The key moment for me in my life as a black person was when I stopped running from being black and embraced being black, because it freed me from the tension every black person in this nation feels between “Am I too black?” and “Am I black enough?” If I am a black person, then to whatever extent that identity has validity, anything I do is “black” because I do it. I don’t have to listen to “black” music or watch “black” movies to be black. If blackness is a birthright based on skin color then I own it, no matter what: It cannot be increased or lessened.
Similarly, I believe that the key moment for us as black people in this nation —that we arguably played the largest part in building —is to accept that our mission is not to “uplift the race” but to uplift the nation. By virtue of that skin color that identifies us, we play a unique role in America. We cannot be free until everyone is free, because as long as there is inequity for anyone, we can count on being on the losing end of it. I think it’s time to realize there is blessing as well as curse in this. Alone among Americans, we can neither forget nor disavow our poorer relations, which means that alone among Americans, we have an inescapable commitment to the betterment of all.
The biggest lie told about Martin Luther King day is that we celebrate it in this country because of what he did for black Americans. “America” doesn’t give out holidays for what people do for minorities. Martin Luther King is celebrated in America because of what he did for all Americans. He saved the nation as a whole from a disastrous race war, and charted a peaceful way forward from an intolerable situation descending into violence.
The destiny for black Americans is not fair (in any sense of the word) but it stands as a high calling.

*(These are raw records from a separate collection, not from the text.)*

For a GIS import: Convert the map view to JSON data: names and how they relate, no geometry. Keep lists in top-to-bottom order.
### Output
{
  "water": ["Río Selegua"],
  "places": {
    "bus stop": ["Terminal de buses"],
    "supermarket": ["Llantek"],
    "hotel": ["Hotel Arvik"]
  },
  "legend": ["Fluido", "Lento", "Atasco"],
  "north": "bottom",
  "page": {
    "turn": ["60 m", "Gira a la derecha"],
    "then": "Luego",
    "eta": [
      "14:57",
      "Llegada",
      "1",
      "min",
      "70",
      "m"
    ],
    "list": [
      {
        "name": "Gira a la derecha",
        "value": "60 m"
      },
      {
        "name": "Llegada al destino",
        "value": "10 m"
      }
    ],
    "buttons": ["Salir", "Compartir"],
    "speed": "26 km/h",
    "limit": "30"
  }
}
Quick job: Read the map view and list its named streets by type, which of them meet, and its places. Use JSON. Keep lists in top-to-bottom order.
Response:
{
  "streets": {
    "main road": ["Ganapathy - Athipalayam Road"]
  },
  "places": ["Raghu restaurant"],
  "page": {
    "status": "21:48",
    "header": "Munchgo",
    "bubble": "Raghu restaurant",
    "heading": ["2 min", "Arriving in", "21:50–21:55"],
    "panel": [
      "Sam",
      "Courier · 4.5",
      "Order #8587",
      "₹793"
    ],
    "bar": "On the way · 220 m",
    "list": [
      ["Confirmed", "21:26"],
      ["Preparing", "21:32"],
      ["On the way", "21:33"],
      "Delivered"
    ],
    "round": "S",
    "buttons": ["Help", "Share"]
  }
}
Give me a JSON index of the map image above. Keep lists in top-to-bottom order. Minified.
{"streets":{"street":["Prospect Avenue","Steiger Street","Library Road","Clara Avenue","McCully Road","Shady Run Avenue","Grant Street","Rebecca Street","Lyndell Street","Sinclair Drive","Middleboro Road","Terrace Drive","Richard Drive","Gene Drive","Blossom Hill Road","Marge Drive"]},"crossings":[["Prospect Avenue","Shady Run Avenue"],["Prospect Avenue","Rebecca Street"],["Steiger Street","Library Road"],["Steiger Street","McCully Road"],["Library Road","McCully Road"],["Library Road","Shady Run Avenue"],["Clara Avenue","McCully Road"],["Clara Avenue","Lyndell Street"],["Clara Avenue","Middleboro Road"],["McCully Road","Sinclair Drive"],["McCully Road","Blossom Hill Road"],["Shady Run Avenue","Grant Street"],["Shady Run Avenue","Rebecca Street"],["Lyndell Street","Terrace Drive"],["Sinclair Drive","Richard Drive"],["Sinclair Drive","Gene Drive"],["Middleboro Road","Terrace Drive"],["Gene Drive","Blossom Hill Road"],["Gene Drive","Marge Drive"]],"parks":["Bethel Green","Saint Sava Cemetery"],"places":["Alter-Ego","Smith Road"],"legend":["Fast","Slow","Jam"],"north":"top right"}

We are the moral conscience of the nation, whether we wish to be or not. It is time to embrace that fact. Rather than allowing either our foes or loving friends to cast us as victims, we must take charge of our own path forward, as leaders, not of black America, but of America as a whole; and not of America as it is, but of America as it ought to be.
It’s no step forward to simply take our “rightful” place in a unrighteous system, and we must therefore let these recent events serve us as our wakeup call. If we are not to be allowed to forget that we are black, then neither should we forget that we are human first, brothers and sisters to all humanity, wealthy and poor.
Fifty years ago, it wasn’t simply a matter of finally getting our piece of the pie. We were a voice for the voiceless, a hope for the hopeless, all around the world. It’s time to live that dream again.